In the end, it allows Angel’s to harness all of the data it was collecting in the app to make real impact on patient outcome.

Strategy

As the app is for use in emergency situations, it had to function intuitively, and be easy to use without interfering with patient care. So our UX experts worked alongside hospital teams in South Africa to complete phased testing, and fine tuning the app’s efficiency. During user testing, feedback from healthcare providers was collected and implemented. These included adding features like audio commands to allow the user to focus on their task as hands-free as possible (as surgical gloves don’t work on touchscreens). Busy specialists could also add patient information manually once the emergency was over. We tested, listened and iterated constantly.
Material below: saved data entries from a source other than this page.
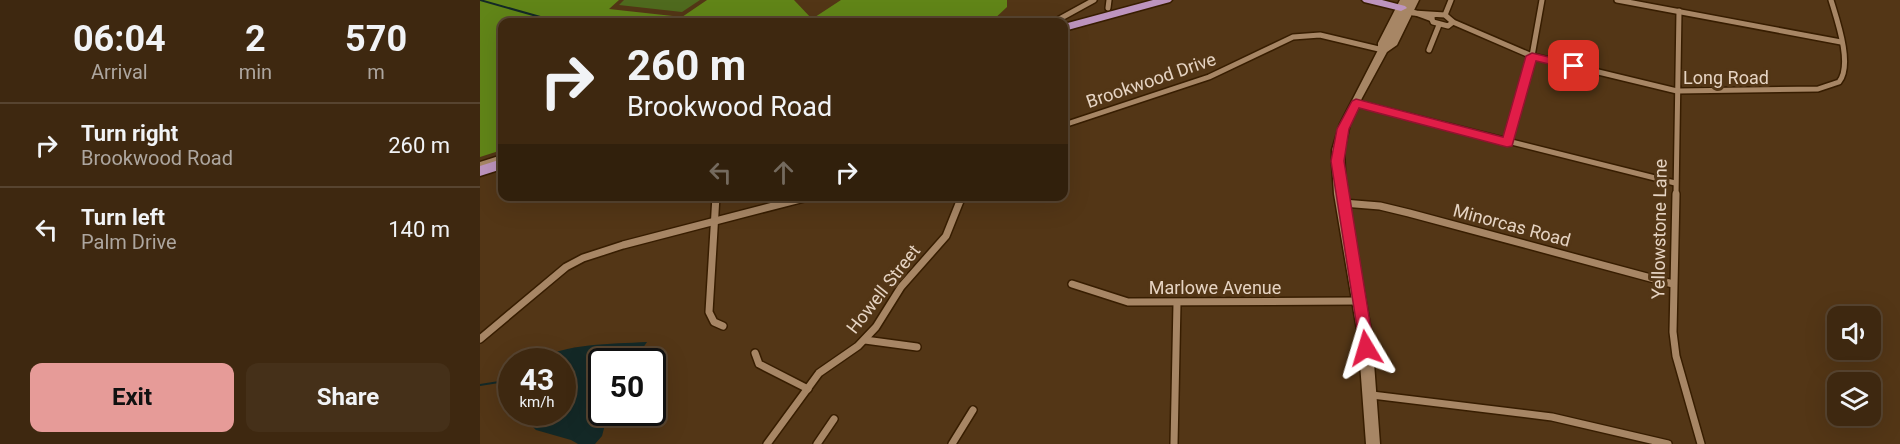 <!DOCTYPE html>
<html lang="en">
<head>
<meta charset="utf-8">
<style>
	body { margin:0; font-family:Roboto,sans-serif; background:#453019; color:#f1f3f6; height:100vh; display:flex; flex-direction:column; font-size:22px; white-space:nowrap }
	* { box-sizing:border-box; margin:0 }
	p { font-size:20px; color:#ada69f }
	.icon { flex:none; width:33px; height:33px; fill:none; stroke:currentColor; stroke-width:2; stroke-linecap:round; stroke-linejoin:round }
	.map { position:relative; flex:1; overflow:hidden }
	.sheet { display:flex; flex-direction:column; background:#3e2810; width:480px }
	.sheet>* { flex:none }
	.banner { position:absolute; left:18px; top:18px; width:570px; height:183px; border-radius:12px; box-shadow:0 6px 24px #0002,0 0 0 2px #574430; background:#3e2810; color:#f1f3f6; overflow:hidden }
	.buttons { position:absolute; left:1347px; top:306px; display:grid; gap:12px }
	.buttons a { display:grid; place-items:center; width:54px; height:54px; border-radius:12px; background:#3e2810; box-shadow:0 6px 24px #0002,0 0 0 2px #574430; font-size:30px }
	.speed { position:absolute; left:18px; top:348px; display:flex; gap:12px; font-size:30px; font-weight:700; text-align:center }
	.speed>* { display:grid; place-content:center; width:78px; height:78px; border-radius:50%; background:#3e2810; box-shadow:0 6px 24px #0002,0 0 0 2px #574430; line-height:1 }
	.speed small { font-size:15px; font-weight:400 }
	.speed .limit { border:3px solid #111; border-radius:9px; background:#fff; color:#111 }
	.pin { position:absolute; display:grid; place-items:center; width:51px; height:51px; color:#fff; margin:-26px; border-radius:12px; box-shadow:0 3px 9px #0006 }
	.me { position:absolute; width:66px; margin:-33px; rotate:353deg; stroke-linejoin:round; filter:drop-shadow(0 0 4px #0008) }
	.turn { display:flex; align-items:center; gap:21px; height:126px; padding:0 30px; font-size:27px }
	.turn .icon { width:78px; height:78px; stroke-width:2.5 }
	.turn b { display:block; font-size:42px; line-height:51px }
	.lanes { display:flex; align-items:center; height:57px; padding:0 30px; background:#0003; justify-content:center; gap:30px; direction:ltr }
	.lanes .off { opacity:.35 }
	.eta { display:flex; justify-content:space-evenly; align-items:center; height:102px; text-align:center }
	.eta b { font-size:36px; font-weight:700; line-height:42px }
	.button { display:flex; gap:12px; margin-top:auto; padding:12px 30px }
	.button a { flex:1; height:69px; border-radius:12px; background:#e69b98; color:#111; font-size:24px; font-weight:700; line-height:69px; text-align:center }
	.button a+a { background:#453019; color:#f1f3f6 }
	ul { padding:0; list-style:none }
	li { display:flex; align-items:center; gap:18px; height:84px; padding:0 30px; border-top:2px solid #574430 }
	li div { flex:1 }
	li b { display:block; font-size:22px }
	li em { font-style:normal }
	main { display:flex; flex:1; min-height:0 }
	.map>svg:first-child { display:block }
	.green { fill:#4f6a1e }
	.forest { fill:#618518 }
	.water { fill:#142927 }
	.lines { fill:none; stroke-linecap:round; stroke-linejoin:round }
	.stream { stroke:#142927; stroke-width:2 }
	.minor-far1-casing { stroke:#371d00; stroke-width:8 }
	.minor-casing { stroke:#371d00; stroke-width:10 }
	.secondary-casing { stroke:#371d00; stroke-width:3 }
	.primary-casing { stroke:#371d00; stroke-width:3 }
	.minor-far1 { stroke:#a78665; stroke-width:5 }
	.minor { stroke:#a78665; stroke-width:7 }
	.secondary { fill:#a78665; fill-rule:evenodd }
	.primary { fill:#bd94be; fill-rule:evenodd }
	.route { fill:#e11d48; stroke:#92132f; stroke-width:1.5 }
	.labels { text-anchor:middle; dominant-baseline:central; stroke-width:6; stroke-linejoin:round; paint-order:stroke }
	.street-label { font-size:18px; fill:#e6d4c3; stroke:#533616 }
</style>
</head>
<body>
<main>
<section class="sheet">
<div class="eta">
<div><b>06:04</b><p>Arrival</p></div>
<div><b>2</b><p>min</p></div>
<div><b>570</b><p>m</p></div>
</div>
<ul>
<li><svg class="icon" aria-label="right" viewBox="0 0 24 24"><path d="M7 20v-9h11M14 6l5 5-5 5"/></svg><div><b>Turn right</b><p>Brookwood Road</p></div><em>260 m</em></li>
<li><svg class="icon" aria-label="left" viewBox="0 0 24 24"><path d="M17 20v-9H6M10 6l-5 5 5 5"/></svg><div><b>Turn left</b><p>Palm Drive</p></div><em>140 m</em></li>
</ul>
<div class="button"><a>Exit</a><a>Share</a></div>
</section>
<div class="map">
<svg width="1420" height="444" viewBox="0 0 1420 444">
	<rect width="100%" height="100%" fill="#533616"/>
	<polygon class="green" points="144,0 220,0 202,12 139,5"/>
	<polygon class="forest" points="0,0 139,0 129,9 202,17 227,0 314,0 332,19 361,0 527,0 527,7 511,22 22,22 22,150 0,157"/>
	<path class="water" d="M167 342 154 361 122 362V412L128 413 122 436 115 444H98L91 440 56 430 46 420 33 413 82 412V362L54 361C87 343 130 344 167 342Z"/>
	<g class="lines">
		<g class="stream">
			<polyline points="0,0 78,22"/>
			<polyline points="0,385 32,380"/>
		</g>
		<defs>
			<g id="minor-far1">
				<polyline points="1137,0 1361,42"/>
				<polyline points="628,8 629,0"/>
				<polyline points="933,12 952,19"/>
				<polyline points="933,13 965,15 973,22 968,26 953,22 951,17 954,15"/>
				<polyline points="965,15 971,0"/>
				<polyline points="574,22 614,0"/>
				<path d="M973 22 1052 56 1197 91 1338 89 1359 82C1373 65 1357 20 1351 0"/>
				<polyline points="949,50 959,25"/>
				<polyline points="876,103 1195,183"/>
				<polyline points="584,125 729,77 813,37 840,35 903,50"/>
				<polyline points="1027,143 1052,56 1062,0"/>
				<polyline points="1196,196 1199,11"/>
			</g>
			<g id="minor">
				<polyline points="1196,194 1193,332 1196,356 1221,444"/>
				<polyline points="236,196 229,312 234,322 243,326"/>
				<polyline points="863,203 900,206 929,213 1193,284"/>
				<polyline points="592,284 648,302 879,301"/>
				<polyline points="0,339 86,267 103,258 143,245 332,196"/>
				<polyline points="385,340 437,347"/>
				<polyline points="275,353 279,364 328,389"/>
				<polyline points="892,395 1072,417 1188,444"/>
				<polyline points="287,444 339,373 378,346 396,327 421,287 466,236 482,196"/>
				<polyline points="337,444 354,419"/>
				<polyline points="472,444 493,410"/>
				<polyline points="694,444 697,303"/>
			</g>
			<g id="secondary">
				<polygon points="920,0 939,0 917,45 907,52 882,98 870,124 864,150 866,194 892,336 900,444 886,444 878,336 854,194 852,163 852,150 860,124 898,50 898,43"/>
				<polygon points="22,155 22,163 0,170 0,162"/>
			</g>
			<g id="primary">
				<polygon points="673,0 692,0 690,2 584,31 584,24"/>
				<polygon points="882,0 902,0 925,6 927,8 921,11 884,2"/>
				<polygon points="22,159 22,169 0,176 0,166"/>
			</g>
		</defs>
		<use href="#minor-far1" class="minor-far1-casing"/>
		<use href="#minor" class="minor-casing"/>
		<use href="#secondary" class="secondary-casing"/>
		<use href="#primary" class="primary-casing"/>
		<use href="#minor-far1" class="minor-far1"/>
		<use href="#minor" class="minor"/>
		<use href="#secondary" class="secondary"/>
		<use href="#primary" class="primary"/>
	</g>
	<polygon class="route" points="1052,53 1098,64 1099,66 1094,70 1056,61 1032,146 1027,147 879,108 869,129 864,161 894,348 892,353 886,355 881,353 851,161 857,129 872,101 876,99 1023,137 1046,56"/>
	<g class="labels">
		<g class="street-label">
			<text x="1246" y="77">Long Road</text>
			<text transform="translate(671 80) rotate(-19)">Brookwood Drive</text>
			<text transform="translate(1032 225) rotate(15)">Minorcas Road</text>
			<text transform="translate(1179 229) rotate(-89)">Yellowstone Lane</text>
			<text x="735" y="287">Marlowe Avenue</text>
			<text transform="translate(403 289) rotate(-52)">Howell Street</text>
		</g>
	</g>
</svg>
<div class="buttons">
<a><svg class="icon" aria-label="sound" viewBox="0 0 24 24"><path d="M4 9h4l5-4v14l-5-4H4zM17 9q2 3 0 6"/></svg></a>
<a><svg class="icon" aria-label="layers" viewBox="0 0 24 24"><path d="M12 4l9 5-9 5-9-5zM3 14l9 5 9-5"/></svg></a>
</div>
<div class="speed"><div>43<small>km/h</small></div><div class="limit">50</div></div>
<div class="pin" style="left:1094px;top:66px;background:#d93025"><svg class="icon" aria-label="arrive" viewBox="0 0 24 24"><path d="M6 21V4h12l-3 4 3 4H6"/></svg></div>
<svg class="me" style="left:886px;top:348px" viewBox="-20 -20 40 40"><path d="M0-17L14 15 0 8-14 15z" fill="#e11d48" stroke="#fff" stroke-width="4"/></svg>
<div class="banner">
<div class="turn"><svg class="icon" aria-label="right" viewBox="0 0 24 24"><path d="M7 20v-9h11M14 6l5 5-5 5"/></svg><div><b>260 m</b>Brookwood Road</div></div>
<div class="lanes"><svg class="icon off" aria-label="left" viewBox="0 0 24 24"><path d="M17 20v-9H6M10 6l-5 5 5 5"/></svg><svg class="icon off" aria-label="ahead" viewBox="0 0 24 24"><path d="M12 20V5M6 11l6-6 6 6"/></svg><svg class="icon" aria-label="right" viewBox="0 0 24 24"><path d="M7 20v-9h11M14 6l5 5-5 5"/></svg></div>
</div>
</div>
</main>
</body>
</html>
The timer points the way to better treatment by uploading the anonymous patient data to the Res-Q database. Res-Q, a non-profit stroke organisation, analyse this data, in partnership with Angels, to help hospitals make changes to their stroke care pathway and cut treatment time.

Execution

The mobile and tablet apps were rolled out in May 2018 in native iOS and Android across 53 countries and available in 30 languages on the app stores. Angels’ consultants worked with hospitals on training and implementation of the application as part of their program. This included dummy simulation runs.

We also introduced gamification to motivate app users to record their data and track progress. This includes awarding badges and recognition in the app for reduction in time. Angels also founded the ESO Angel’s Awards to acknowledge and honour teams based on their performance.

Hospital teams applied to the European Stroke Association with their app report summary. They were awarded with Gold, Platinum or Diamond status based on performance and recognized during the Annual ESO conference, adding a friendly level of competition. This official award can be used by hospital administration as a definite business objective.

Outcome

The initiative has been implemented in 2600 hospitals globally. In the first year, door-to-needle time was reduced by an average of 30%, even up to 60% in some units.

Over 700,000 cases of patient data have been reported to ResQ, helping Angels recommend best practices and improve the stroke care pathway. For example, if the time between in-take and the CAT scan time stamp was too long, the hospital could look to move the scanner closer to the ER.

There was also a secondary business benefit to Boehringer-Ingelheim. Even though Angel’s removed any focus on their stroke treatment brand, Actilyse, they found the initiative increased prescriptions of their product. This initiative not only increased engagement with HCPs and helped improved treatment processes, it ended up benefiting the sales target for Boehringer-Ingelheim.

But the stat that matters most: 200,000 patients’ lives were improved by the implementation of The Angel’s Initiative.